Whether or not the focus on "typically unmaintained dams" in the above report is based on a knowledge of peak oil and its implications, it does suggest an awareness of widespread concerns about the future maintenance and maintainability of dams and related infrastructure. A report entitled Risky Business for Dams[5] makes the following statement, "Dam owners are facing increasingly difficult decisions about the ways in which finite financial and human resources should be allocated to ensure the continuing safe operation of ageing dams. Without such investment, dam failure is not only a possibility but can be an expected consequence of lack of proper maintenance and diligence by a dam owner." Washington State alone lists more than a dozen dam failures in the last two decades, despite the level of current technologies, full energy availability and a vibrant economy.[4]

Canada is a large, cold nation. We have significant energy needs for transportation, for infrastructure and industry, and for home heating, cooling and cooking. As the global and national reserves of fossil fuels (oil, natural gas and coal) diminish over the course of this century Canada's needs for energy will still remain high. More and more people will, as fossil fuels decline, revert, out of necessity, to the use of wood for heating their homes and cooking their food. Canada is still blessed with an abundance of temperate forests. These forests, however, are generally not in the same locations as the population concentration. The amount of forest cover in populated areas has already diminished to minuscule levels. The pressures put on that remaining accessible forest cover in the search of fuel for home heating and cooking will become increasingly severe over the balance of this century.

This large-scale reversion to the use of wood for heating and cooking will have a major and increasing impact on the viability of the nation's dams. As forest cover is removed from the hills and fields of a river's watershed (especially in the case of clear-cutting), and with the increasing pressure on those lands for food and feed crop production, the amount of soil and plant material carried by that river will increase, particularly after major weather events. There have been countless examples - globally moreso than locally - of the devastating impact of flooding when a watercourse in flash flood fills with silt and debris from upstream. Often whole communities are buried in mud or wiped out by being carried away by torrents of water. With the anticipated increase in the removal of forest cover for fuel, with the loss of it's impact on the ability of the soil to absorb and retain moisture, and with the anticipated increase in severe weather events due to global warming, the volume of silt and debris in future flood events expose Canadian rivers to the type of catastrophic flooding we have seen elsewhere in the world. The risk of dam overtopping on managed watercourses (which includes most rivers flowing through populated areas) increases dramatically under such circumstances as the volume of flood flow includes as much or more silt and debris as water. That increase in silt carried down from upstream will also dramatically increase the silting up of the reservoir behind the dam. This means the reservoir will have less water for power generation or downstream usage. It also increases the risk of overtopping during extreme weather events as dams will more commonly be run at their maximum reservoir level leaving less margin in the silt-shallowed reservoir for absorbing the sudden run-off.
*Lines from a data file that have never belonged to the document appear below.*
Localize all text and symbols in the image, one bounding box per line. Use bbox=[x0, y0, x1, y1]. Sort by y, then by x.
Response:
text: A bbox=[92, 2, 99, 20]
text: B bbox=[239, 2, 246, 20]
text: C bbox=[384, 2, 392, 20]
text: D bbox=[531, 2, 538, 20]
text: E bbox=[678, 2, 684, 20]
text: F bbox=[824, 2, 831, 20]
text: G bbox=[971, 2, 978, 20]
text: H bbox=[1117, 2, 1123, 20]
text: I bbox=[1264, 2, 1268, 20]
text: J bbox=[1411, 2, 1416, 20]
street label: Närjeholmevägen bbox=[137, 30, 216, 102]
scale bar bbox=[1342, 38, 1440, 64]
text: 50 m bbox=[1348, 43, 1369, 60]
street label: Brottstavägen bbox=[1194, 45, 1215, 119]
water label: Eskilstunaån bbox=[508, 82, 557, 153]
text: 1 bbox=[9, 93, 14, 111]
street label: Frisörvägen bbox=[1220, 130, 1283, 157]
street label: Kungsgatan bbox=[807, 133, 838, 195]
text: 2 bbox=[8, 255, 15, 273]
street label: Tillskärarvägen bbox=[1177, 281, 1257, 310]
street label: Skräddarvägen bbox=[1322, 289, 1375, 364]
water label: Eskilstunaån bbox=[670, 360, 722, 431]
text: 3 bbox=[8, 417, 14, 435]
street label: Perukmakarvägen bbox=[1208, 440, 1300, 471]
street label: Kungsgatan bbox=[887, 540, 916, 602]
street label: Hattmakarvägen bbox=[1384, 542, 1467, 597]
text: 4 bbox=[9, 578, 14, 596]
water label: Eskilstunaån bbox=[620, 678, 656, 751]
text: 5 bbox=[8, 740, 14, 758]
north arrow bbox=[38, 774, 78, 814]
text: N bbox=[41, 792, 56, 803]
There is little reason to believe that once we have passed peak oil and the global economy implodes that future maintenance and commitment to safe decommissioning will increase as the tens of thousands of North American dams age. Historically, societies have simply abandoned infrastructure as the society disintegrates. A society in decline simply no longer has the resources to live up to those well-intentioned commitments made when that society was at its peak. The dam-building golden age of the 1950s to 1970s was an age without the foresight of peak oil and its implications for technology and the global economy. That glut of dam building happened without an awareness of the probability that all of those dams would reach old age at a time when society will have gone into terminal decline. It's like a commitment made to maintain a nuclear waste dump in perpetuity as long as the radiation levels in the stored material remain dangerous. It is easy to make such commitments when you see things continuing as they are indefinitely into the future. "All things being equal....." will simply not apply on the other side of peak oil. The rules will have changed. The people who made those commitments in the past will no longer be around to shoulder the responsibility to deliver on those commitments. That will fall to people struggling with simply trying to figure out how to survive the collapse.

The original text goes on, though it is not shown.